Una potente esplosione ha danneggiato l'ambasciata statunitense a Oslo nella notte tra sabato e domenica, causando danni materiali limitati ma nessun ferito. Le autorità norvegesi non escludono la possibilità che si sia trattato di un attacco deliberato, forse legato alle attuali tensioni internazionali.
Secondo la polizia di Oslo, l'esplosione è avvenuta nelle prime ore del mattino nei pressi dell'edificio diplomatico americano. I danni sono stati lievi e nessun membro del personale dell'ambasciata o civile è rimasto ferito nell'incidente.
In una conferenza stampa, Frode Larsen, capo dell'unità investigativa della polizia di Oslo, ha dichiarato che le autorità stanno seriamente considerando la possibilità di un atto intenzionale. "È naturale considerare la situazione nel contesto dell'attuale situazione di sicurezza e pensare che potrebbe trattarsi di un attacco deliberato contro l'ambasciata americana", ha affermato.
Gli investigatori stanno ora lavorando per determinare la causa esatta dell'esplosione e le circostanze precise dell'incidente. Nessun gruppo ha immediatamente rivendicato la responsabilità e le forze dell'ordine non hanno rilasciato alcuna informazione sui potenziali sospettati.

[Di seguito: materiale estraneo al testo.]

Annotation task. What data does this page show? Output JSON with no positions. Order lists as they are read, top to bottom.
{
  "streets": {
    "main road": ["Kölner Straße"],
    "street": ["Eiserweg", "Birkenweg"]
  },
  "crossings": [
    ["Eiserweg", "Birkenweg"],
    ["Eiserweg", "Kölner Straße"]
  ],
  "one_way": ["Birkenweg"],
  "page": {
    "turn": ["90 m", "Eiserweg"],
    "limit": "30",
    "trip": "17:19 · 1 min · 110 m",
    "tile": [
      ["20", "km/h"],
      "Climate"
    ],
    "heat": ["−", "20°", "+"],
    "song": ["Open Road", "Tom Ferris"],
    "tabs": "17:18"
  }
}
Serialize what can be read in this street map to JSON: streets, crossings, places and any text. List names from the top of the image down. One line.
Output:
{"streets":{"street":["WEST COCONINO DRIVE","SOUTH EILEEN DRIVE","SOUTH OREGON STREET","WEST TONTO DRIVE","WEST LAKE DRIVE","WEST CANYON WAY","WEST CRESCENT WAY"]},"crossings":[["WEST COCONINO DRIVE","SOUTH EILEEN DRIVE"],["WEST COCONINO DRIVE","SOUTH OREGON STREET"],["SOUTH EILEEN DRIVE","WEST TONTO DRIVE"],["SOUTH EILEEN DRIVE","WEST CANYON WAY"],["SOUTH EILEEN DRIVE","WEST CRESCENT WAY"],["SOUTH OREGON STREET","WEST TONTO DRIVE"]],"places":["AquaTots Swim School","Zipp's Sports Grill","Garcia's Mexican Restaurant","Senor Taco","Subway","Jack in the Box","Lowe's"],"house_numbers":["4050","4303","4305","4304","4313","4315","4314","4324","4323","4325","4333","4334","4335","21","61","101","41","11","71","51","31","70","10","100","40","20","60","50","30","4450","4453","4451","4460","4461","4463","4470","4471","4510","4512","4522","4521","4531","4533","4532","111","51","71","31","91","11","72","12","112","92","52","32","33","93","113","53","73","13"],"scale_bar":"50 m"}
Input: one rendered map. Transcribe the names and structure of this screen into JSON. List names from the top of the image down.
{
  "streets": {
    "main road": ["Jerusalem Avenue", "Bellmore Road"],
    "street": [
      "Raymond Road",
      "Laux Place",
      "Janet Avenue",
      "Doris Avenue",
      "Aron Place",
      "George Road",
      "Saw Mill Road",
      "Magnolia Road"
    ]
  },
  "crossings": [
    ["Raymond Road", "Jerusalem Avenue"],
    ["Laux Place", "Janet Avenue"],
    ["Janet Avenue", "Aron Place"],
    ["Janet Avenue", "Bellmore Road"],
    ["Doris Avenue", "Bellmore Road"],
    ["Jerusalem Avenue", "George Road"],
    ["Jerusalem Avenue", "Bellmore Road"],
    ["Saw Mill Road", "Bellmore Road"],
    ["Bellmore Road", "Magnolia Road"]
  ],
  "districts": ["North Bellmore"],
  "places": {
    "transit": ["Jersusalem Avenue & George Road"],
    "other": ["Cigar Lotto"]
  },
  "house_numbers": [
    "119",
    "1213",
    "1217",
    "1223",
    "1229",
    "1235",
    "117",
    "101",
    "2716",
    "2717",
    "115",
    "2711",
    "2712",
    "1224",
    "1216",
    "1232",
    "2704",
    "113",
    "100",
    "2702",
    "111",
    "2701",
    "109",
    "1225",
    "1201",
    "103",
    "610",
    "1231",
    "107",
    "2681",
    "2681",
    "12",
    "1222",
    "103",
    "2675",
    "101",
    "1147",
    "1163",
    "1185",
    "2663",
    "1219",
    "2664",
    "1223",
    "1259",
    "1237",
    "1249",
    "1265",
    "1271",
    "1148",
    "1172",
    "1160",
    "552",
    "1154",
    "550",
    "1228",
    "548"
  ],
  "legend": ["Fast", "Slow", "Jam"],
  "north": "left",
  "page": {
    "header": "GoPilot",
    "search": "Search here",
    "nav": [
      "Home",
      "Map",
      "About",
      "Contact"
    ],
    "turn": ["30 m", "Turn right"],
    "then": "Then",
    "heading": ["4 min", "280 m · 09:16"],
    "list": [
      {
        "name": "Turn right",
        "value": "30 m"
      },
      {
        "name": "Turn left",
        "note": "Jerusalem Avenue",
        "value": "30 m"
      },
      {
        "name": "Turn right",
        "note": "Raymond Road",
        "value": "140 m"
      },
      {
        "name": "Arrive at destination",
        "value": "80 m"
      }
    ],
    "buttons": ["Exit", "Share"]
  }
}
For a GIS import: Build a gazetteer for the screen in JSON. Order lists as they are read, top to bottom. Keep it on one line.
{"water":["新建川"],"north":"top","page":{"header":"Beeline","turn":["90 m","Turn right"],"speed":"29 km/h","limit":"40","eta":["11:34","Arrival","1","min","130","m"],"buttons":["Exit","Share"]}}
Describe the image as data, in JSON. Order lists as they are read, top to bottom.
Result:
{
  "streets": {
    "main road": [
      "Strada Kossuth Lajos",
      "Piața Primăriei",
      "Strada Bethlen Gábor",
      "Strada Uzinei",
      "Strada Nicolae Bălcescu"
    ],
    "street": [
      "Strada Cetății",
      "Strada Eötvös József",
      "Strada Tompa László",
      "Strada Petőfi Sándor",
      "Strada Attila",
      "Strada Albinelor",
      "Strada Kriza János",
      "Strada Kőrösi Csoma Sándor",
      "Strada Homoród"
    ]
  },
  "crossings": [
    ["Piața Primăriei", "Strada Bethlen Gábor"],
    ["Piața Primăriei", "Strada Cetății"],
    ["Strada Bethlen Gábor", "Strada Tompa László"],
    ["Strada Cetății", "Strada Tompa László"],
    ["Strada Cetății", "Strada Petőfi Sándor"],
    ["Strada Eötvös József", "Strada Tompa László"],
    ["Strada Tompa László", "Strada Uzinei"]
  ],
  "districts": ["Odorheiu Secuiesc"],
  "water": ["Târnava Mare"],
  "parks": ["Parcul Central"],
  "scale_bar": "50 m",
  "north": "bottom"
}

Questo evento si inserisce in un contesto internazionale particolarmente teso, caratterizzato dall'escalation militare in Medio Oriente e dal conflitto che coinvolge Stati Uniti, Israele e Iran. Le autorità norvegesi stanno pertanto valutando la possibilità che l'esplosione sia collegata a questa situazione geopolitica.
La polizia ha dichiarato che le indagini sono in corso e che la sicurezza attorno alle missioni diplomatiche potrebbe essere rafforzata nei prossimi giorni, mentre si stanno accertando le cause esatte dell'esplosione.